The standard wrapper algorithm as shown in Fig. 3a is an iterative process where a subset of feature is evaluated, and performance of the feature subset is used to select the next subset of features. In our work, we used genetic algorithm to search through the feature space iteratively as it is used in wide range of datasets [45, 46]. In the proposed algorithm, we use PPM for all iterations to predict the performance \({C}_{pred}\) of a feature set \(q\). Since, we found that best \({C}_{pred}\) may correspond to one of the high performing feature sets but not the best feature set, we validate \({C}_{pred}\) values by building a model using \(q\) features to estimate the performance \({C}_{true}\) (Fig. 4). The algorithm uses user-defined criteria \({val}_{crit}\) to select sample feature sets for validation of \({C}_{pred}\) values.

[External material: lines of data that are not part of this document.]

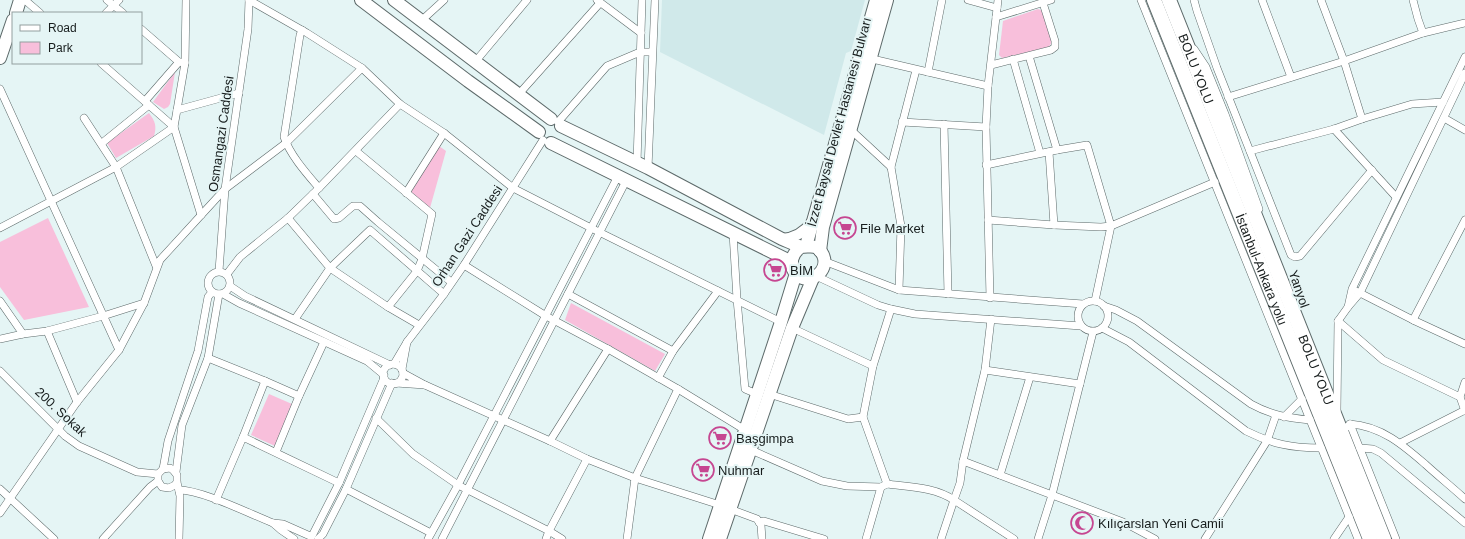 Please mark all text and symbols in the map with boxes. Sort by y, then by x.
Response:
legend [12,12,142,64]
street label: İzzet Baysal Devlet Hastanesi Bulvarı [804,16,874,228]
text: Road [48,21,77,35]
street label: BOLU YOLU [1176,31,1217,106]
text: Park [48,41,74,55]
street label: Osmangazi Caddesi [205,75,237,193]
street label: Orhan Gazi Caddesi [429,182,505,289]
street label: İstanbul-Ankara yolu [1233,211,1291,327]
supermarket icon: File Market [832,215,858,241]
place label: File Market [860,221,925,236]
supermarket icon: BİM [762,257,788,283]
place label: BİM [790,263,813,278]
street label: Yanyol [1286,268,1312,310]
street label: BOLU YOLU [1296,332,1337,407]
street label: 200. Sokak [32,384,90,440]
supermarket icon: Başgimpa [707,425,733,451]
place label: Başgimpa [736,431,795,446]
supermarket icon: Nuhmar [690,457,716,483]
place label: Nuhmar [718,463,765,478]
mosque icon: Kılıçarslan Yeni Camii [1069,510,1095,536]
place label: Kılıçarslan Yeni Camii [1098,516,1224,531] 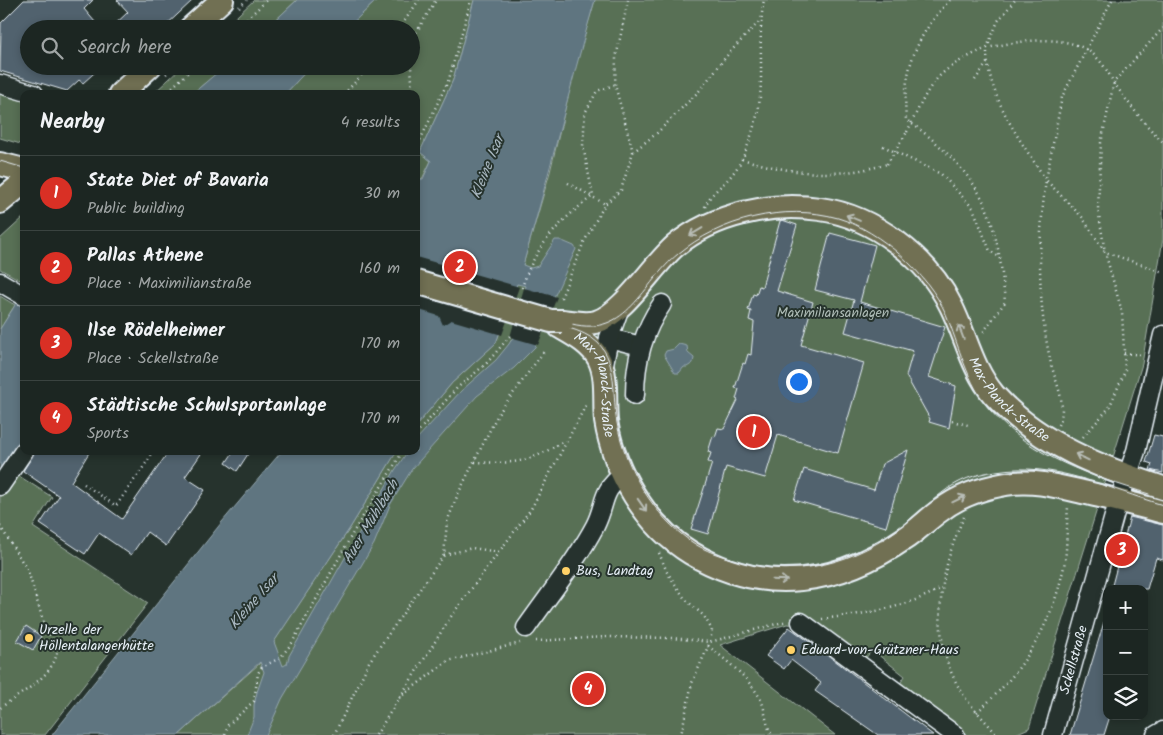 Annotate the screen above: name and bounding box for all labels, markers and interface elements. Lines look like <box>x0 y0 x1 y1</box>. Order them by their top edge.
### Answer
search box <box>20 20 420 75</box>
text: Search here <box>78 33 172 63</box>
icon: search <box>38 34 66 62</box>
text: Nearby <box>40 106 105 139</box>
text: 4 results <box>341 110 400 135</box>
water label: Kleine Isar <box>464 129 513 202</box>
text: State Diet of Bavaria <box>87 166 269 196</box>
text: 1 <box>54 181 58 206</box>
text: 30 m <box>364 181 400 206</box>
text: Public building <box>87 196 185 221</box>
one-way arrow <box>846 213 861 222</box>
one-way arrow <box>690 228 704 238</box>
text: Pallas Athene <box>87 241 203 271</box>
pin: 2 <box>444 248 476 286</box>
text: 2 <box>51 256 61 281</box>
text: 160 m <box>359 256 400 281</box>
text: Place · Maximilianstraße <box>87 271 252 296</box>
park label: Maximiliansanlagen <box>777 302 889 324</box>
text: Ilse Rödelheimer <box>87 316 225 346</box>
one-way arrow <box>956 325 965 340</box>
street label: Max-Planck-Straße <box>569 327 620 440</box>
text: 3 <box>52 331 60 356</box>
text: 170 m <box>360 331 400 356</box>
text: Place · Sckellstraße <box>87 346 219 371</box>
street label: Max-Planck-Straße <box>962 353 1054 449</box>
your location <box>786 369 812 395</box>
text: Städtische Schulsportanlage <box>87 391 326 421</box>
text: 4 <box>52 406 60 431</box>
text: 170 m <box>360 406 400 431</box>
pin: 1 <box>738 413 770 451</box>
text: Sports <box>87 421 129 446</box>
one-way arrow <box>1075 452 1090 461</box>
water label: Auer Mühlbach <box>336 474 407 569</box>
one-way arrow <box>951 494 966 503</box>
one-way arrow <box>637 498 647 512</box>
pin: 3 <box>1106 531 1138 569</box>
place label: Bus, Landtag <box>576 560 654 582</box>
marker: Bus, Landtag <box>560 565 572 577</box>
water label: Kleine Isar <box>223 567 287 635</box>
one-way arrow <box>771 575 787 584</box>
map controls <box>1103 585 1148 720</box>
button: + <box>1103 585 1148 630</box>
place label: Urzelle der Höllentalangerhütte <box>39 619 154 657</box>
street label: Sckellstraße <box>1054 622 1094 697</box>
button: − <box>1103 630 1148 675</box>
marker: Urzelle der Höllentalangerhütte <box>23 632 35 644</box>
place label: Eduard-von-Grützner-Haus <box>801 639 959 661</box>
marker: Eduard-von-Grützner-Haus <box>785 644 797 656</box>
pin: 4 <box>572 670 604 708</box>
button: layers <box>1103 675 1148 720</box> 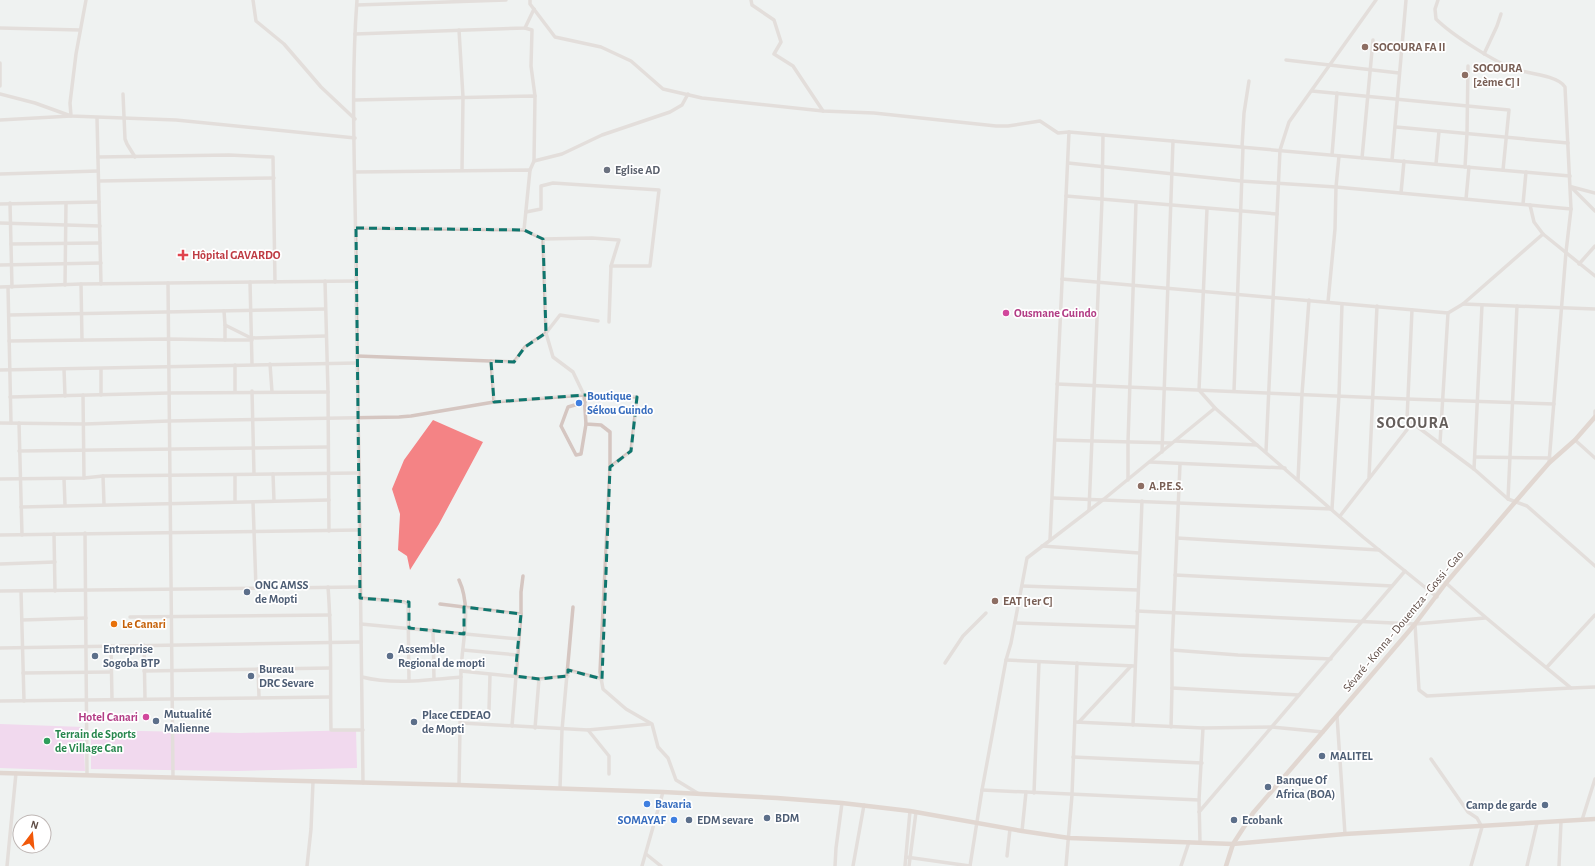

In this study, the top quartile of C is used as the \({val}_{crit}\) criterion, thus \(q\) with \({C}_{pred}\) in top quartile of C are selected for model building. \({D}_{perf}\) is updated with feature set \(q\) whose \({C}_{true}\) value is available and consequently, is used to update PPM. The iteration stops when we get \({q}_{wrap}\) features, which provide the best performance. RMSE is used as the performance metric.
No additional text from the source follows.